Friday, November 04, 2005

It's good to see The New York Times reporting on the forged Niger yellowcake documents (even if the story is buried on page A24 in the print edition):

Italy's spymaster identified an Italian occasional spy named Rocco Martino on Thursday as the disseminator of forged documents that described efforts by Iraq to buy uranium ore from Niger for a nuclear weapons program, three lawmakers said Thursday....

The information about Iraq's desire to acquire the ore, known as yellowcake, was used by the Bush administration to help justify the invasion of Iraq, notably by President Bush in his State of the Union address in January 2003. But the information was later revealed to have been based on forgeries.

...this was the first time his role was formally disclosed by the intelligence agency....


This, of course, is the tall tale Joe Wilson was sent to debunk. It's recently been the subject of a three-part series in Italy's La Repubblica (read translations of the three parts here, here, and here).

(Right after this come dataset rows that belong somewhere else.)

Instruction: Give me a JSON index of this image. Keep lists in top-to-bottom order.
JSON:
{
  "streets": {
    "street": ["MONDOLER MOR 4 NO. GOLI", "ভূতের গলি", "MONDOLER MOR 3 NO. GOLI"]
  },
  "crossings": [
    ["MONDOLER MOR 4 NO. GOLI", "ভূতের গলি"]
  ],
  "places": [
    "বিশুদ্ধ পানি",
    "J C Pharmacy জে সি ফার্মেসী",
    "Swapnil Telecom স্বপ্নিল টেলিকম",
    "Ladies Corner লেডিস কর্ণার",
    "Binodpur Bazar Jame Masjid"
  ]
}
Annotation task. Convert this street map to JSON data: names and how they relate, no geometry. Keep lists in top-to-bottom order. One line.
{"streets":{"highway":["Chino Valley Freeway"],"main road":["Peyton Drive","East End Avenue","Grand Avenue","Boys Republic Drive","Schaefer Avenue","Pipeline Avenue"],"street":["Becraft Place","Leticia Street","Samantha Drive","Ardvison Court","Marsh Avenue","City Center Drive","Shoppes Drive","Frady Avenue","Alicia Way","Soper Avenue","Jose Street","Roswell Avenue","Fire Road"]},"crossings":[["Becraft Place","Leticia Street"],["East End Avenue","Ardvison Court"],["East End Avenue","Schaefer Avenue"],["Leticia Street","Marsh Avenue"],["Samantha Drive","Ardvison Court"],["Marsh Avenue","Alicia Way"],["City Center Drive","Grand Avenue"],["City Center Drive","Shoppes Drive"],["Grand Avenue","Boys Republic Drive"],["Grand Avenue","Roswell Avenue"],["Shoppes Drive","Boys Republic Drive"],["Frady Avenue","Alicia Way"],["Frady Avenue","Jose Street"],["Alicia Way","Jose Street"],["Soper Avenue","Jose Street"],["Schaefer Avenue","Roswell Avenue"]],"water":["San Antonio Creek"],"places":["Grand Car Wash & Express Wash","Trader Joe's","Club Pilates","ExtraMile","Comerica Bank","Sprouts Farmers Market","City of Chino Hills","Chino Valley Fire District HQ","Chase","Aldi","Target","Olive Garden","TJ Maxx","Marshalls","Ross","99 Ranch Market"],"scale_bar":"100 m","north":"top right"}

I'm intrigued by the non-denial denial near the end of the Times story:

La Repubblica said General Pollari had held a meeting on Sept. 9, 2002, with Stephen J. Hadley, then the deputy national security adviser. Mr. Hadley, now the national security adviser, has said that he met General Pollari on that date, but that they did not discuss the Niger-Iraq issue.

"Nobody participating in that meeting or asked about that meeting has any recollection of a discussion of natural uranium, or any recollection of any documents being passed," Mr. Hadley told a briefing on Wednesday in Washington. "And that's also my recollection."...


Hmmmm. Why does he very carefully say "natural uranium" wasn't discussed? I'm no expert, but I see that this glossary defines "natural uranium" as "Uranium [a]s found in nature, containing [0].7 percent of uranium-235, 99.3 percent of uranium-238, and a trace of uranium-234," while defining "yellowcake" as "A concentrate produced during the milling process that contains 80 percent uranium oxide...." So it may be technically correct to say that "natural uranium" wasn't discussed even if yellowcake was discussed.

(Just as it may be technically correct to say that Bill Clinton never had "sexual relations" with Monica Lewinsky.)

As for Hadley's claim that no documents were exchanged, Part II of the La Repubblica series suggests that the forged documents had already been shown to the CIA station chief in Rome and (probably more important) to the less skeptical Brits, in the person of Sir Richard Dearlove of MI6. So there might have been no need to take along an extra copy for the Hadley meeting.

(Here's the transcript of Hadley's briefing on Wednesday. The denial is no broader than what's contained in the Times quote of Hadley; he never says outright that "that they did not discuss the Niger-Iraq issue," as the Times claims.)

****

I should also point out that Part III of the La Repubblica series focuses on the Hadley-Pollari meeting and the fact that it took place a day after a Judith Miller story in The New York Times on Iraq's attempt to acquire aluminum tubes allegedly for nuclear purposes. It's possible that this was all that was discussed -- tubes, not yellowcake.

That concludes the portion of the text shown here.